_PROBLEM_. Once you reach the line containing "Summarize the content" in the entries below, write out that line and each one after it down to the line containing "Annotation task. Read", exactly and with nothing added.

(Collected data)
+ + +
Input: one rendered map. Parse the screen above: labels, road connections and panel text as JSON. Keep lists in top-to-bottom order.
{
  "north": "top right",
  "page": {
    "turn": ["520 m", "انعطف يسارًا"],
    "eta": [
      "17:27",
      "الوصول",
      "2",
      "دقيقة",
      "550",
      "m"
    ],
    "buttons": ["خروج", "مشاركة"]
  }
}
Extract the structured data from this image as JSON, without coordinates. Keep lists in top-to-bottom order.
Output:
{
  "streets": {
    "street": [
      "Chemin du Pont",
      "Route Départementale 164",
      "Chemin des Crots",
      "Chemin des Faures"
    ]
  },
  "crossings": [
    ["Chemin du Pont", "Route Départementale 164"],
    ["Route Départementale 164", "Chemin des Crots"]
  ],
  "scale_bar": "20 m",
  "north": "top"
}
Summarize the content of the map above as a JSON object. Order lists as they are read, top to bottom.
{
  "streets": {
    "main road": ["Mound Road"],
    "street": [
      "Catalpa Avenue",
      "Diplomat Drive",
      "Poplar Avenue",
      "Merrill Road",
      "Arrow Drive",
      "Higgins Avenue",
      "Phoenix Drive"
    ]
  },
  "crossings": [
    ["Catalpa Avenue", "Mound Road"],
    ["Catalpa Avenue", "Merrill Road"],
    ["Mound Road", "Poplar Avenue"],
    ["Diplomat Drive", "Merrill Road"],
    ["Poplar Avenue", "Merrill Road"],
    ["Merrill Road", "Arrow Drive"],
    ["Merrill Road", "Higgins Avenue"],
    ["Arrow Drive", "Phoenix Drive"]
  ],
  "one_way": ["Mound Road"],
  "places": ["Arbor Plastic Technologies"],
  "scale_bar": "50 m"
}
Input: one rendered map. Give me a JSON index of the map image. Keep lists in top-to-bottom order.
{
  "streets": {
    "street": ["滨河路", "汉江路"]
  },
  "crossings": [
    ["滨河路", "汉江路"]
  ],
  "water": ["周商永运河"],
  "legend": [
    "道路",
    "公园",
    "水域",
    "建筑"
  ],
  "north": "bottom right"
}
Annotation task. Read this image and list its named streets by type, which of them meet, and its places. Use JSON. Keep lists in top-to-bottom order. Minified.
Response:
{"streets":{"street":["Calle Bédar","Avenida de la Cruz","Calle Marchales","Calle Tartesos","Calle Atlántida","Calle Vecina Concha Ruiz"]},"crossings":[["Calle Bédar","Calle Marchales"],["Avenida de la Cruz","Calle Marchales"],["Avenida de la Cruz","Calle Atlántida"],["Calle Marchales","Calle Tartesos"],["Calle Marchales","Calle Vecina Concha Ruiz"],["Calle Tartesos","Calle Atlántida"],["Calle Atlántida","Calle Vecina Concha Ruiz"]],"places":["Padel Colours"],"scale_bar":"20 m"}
+ + +
_RESULT BELOW_.
Summarize the content of the map above as a JSON object. Order lists as they are read, top to bottom.
{
  "streets": {
    "main road": ["Mound Road"],
    "street": [
      "Catalpa Avenue",
      "Diplomat Drive",
      "Poplar Avenue",
      "Merrill Road",
      "Arrow Drive",
      "Higgins Avenue",
      "Phoenix Drive"
    ]
  },
  "crossings": [
    ["Catalpa Avenue", "Mound Road"],
    ["Catalpa Avenue", "Merrill Road"],
    ["Mound Road", "Poplar Avenue"],
    ["Diplomat Drive", "Merrill Road"],
    ["Poplar Avenue", "Merrill Road"],
    ["Merrill Road", "Arrow Drive"],
    ["Merrill Road", "Higgins Avenue"],
    ["Arrow Drive", "Phoenix Drive"]
  ],
  "one_way": ["Mound Road"],
  "places": ["Arbor Plastic Technologies"],
  "scale_bar": "50 m"
}
Input: one rendered map. Give me a JSON index of the map image. Keep lists in top-to-bottom order.
{
  "streets": {
    "street": ["滨河路", "汉江路"]
  },
  "crossings": [
    ["滨河路", "汉江路"]
  ],
  "water": ["周商永运河"],
  "legend": [
    "道路",
    "公园",
    "水域",
    "建筑"
  ],
  "north": "bottom right"
}
Annotation task. Read this image and list its named streets by type, which of them meet, and its places. Use JSON. Keep lists in top-to-bottom order. Minified.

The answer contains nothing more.